WHAT IS EXPECTED: From the entries that follow, copy exactly the lines beginning at the line holding "function drawText(font, color, halo, rows, align" and continuing through the line holding "ctx.fillText(text, 0, 0);".

EXERCISE MATERIAL:
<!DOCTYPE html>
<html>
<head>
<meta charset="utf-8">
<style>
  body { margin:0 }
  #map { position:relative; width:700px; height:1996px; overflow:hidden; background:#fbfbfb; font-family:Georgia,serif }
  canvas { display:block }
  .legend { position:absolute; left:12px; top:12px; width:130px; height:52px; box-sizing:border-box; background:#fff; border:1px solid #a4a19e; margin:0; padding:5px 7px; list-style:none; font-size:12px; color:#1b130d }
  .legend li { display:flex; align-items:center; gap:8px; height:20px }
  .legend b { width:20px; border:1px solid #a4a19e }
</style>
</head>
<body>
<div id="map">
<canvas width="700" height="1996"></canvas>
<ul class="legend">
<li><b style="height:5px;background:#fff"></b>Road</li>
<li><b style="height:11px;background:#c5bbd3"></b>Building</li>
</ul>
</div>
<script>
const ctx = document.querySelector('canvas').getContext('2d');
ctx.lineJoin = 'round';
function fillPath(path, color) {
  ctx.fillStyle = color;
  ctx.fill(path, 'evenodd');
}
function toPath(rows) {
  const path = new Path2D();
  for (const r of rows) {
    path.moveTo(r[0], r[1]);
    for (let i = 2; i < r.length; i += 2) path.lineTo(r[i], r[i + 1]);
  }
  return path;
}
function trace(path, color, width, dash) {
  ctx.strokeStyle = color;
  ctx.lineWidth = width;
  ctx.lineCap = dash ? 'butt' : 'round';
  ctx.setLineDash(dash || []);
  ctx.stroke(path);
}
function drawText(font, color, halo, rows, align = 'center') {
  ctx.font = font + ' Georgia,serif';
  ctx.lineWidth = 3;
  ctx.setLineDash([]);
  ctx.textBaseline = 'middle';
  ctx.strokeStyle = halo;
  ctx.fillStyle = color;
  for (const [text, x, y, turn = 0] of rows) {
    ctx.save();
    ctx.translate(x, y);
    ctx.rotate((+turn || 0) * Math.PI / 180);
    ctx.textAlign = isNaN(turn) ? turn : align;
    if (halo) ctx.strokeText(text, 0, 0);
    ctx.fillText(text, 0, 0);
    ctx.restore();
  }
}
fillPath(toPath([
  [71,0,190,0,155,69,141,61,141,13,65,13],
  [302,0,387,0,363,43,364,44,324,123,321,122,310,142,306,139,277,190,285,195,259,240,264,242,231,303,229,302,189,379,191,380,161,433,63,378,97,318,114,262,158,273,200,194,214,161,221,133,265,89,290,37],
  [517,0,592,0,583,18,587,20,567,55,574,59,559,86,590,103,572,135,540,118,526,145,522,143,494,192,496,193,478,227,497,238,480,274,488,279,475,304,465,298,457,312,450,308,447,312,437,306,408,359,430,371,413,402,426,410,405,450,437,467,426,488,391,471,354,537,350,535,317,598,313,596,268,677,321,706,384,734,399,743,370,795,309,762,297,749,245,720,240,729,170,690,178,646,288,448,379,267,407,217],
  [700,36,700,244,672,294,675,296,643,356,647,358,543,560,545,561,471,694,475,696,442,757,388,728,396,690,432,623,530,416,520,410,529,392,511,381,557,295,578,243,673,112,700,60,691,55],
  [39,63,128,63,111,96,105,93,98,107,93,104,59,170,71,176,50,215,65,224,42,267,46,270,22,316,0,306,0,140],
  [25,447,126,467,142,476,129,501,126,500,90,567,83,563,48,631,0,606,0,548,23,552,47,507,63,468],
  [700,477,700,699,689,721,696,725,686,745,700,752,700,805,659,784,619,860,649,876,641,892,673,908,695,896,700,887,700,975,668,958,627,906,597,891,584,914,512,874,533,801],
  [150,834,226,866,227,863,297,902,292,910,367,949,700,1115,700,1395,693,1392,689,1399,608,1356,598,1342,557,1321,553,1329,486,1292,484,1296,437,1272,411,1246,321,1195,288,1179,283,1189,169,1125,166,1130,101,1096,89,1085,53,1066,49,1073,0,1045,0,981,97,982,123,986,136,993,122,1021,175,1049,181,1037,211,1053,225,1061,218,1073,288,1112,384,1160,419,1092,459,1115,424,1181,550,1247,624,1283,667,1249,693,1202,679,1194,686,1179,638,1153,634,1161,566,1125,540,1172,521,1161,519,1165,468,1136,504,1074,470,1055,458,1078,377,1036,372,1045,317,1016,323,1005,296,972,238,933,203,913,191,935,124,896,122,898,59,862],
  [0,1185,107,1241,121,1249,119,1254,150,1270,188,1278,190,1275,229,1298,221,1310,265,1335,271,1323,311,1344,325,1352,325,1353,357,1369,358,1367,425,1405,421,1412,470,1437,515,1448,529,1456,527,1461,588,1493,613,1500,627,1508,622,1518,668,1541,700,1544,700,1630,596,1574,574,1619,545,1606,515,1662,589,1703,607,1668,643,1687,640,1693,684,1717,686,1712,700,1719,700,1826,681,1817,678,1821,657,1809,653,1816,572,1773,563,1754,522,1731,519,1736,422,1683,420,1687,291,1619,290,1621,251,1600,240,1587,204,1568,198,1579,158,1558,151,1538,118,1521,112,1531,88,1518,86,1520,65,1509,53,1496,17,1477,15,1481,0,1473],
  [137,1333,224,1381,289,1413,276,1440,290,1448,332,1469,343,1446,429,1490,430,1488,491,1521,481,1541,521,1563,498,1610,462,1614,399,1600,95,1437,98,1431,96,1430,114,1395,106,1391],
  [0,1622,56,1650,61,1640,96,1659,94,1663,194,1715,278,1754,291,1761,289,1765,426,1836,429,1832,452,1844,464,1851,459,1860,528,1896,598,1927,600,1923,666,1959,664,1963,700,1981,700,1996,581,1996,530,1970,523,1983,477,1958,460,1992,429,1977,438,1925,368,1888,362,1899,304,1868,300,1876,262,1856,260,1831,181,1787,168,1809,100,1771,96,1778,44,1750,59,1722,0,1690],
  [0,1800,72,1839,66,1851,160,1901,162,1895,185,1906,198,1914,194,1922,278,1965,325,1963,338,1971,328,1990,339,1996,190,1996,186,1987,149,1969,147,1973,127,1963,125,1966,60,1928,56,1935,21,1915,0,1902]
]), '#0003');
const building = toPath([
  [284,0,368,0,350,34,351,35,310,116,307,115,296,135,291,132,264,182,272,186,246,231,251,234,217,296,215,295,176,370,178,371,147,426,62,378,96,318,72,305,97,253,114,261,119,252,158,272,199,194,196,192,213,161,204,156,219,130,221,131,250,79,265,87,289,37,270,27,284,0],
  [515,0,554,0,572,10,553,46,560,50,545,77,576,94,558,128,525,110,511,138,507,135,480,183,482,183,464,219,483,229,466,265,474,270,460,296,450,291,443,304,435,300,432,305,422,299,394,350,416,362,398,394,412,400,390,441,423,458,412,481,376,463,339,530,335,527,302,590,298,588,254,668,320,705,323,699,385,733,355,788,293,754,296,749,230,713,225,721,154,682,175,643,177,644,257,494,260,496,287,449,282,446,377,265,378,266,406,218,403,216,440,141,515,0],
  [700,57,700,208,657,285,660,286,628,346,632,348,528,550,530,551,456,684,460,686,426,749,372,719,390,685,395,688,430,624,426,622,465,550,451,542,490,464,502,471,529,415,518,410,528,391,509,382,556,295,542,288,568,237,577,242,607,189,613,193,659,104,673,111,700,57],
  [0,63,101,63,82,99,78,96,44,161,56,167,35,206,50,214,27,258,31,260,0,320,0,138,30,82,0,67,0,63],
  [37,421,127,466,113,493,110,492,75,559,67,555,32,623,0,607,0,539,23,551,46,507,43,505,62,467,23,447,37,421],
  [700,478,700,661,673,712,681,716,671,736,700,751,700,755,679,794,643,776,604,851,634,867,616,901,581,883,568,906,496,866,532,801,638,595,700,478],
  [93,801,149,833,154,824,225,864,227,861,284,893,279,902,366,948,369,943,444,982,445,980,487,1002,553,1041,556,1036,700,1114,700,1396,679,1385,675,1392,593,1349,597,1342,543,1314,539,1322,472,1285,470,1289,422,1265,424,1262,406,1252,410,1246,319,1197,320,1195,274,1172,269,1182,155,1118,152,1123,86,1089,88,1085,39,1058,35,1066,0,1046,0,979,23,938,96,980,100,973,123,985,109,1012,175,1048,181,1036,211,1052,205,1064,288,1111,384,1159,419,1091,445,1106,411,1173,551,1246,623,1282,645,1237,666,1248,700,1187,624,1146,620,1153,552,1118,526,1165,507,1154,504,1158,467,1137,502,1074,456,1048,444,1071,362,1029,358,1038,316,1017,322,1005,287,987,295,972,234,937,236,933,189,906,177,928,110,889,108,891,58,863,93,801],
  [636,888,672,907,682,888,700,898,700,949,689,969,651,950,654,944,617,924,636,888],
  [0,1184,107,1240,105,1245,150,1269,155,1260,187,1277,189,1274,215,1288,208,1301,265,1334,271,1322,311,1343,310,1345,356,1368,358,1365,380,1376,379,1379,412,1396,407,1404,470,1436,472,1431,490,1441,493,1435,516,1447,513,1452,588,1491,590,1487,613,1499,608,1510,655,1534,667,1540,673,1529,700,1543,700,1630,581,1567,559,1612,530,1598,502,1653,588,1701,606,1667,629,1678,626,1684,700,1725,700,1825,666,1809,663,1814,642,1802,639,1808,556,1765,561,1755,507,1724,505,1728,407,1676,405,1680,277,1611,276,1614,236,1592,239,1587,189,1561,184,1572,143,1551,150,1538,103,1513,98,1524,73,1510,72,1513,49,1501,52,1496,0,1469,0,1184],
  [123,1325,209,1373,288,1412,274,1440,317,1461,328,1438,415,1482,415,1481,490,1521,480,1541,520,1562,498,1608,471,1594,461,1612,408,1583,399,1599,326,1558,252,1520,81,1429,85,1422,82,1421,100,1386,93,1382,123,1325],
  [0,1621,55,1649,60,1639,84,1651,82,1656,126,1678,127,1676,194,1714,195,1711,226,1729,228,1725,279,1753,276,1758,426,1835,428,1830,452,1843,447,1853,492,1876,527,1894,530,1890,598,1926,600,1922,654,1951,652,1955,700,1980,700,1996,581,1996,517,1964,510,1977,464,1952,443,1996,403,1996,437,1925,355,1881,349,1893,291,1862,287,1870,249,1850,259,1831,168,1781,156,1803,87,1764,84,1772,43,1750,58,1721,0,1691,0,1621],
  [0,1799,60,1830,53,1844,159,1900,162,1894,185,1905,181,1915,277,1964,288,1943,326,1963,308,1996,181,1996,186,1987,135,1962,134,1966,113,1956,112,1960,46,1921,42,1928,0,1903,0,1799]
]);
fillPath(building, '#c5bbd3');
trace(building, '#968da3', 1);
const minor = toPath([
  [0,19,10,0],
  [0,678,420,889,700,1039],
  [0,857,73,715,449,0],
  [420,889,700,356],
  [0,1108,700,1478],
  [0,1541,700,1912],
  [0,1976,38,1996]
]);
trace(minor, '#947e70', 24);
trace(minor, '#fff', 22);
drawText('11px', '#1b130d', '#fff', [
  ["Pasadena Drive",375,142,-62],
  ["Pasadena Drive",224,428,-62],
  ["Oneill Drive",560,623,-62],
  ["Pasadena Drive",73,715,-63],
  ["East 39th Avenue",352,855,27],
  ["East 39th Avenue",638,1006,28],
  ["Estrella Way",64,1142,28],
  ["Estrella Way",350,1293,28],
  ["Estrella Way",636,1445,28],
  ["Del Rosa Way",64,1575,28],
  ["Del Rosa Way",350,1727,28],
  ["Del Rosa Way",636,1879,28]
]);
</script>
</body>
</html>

RESPONSE:
function drawText(font, color, halo, rows, align = 'center') {
  ctx.font = font + ' Georgia,serif';
  ctx.lineWidth = 3;
  ctx.setLineDash([]);
  ctx.textBaseline = 'middle';
  ctx.strokeStyle = halo;
  ctx.fillStyle = color;
  for (const [text, x, y, turn = 0] of rows) {
    ctx.save();
    ctx.translate(x, y);
    ctx.rotate((+turn || 0) * Math.PI / 180);
    ctx.textAlign = isNaN(turn) ? turn : align;
    if (halo) ctx.strokeText(text, 0, 0);
    ctx.fillText(text, 0, 0);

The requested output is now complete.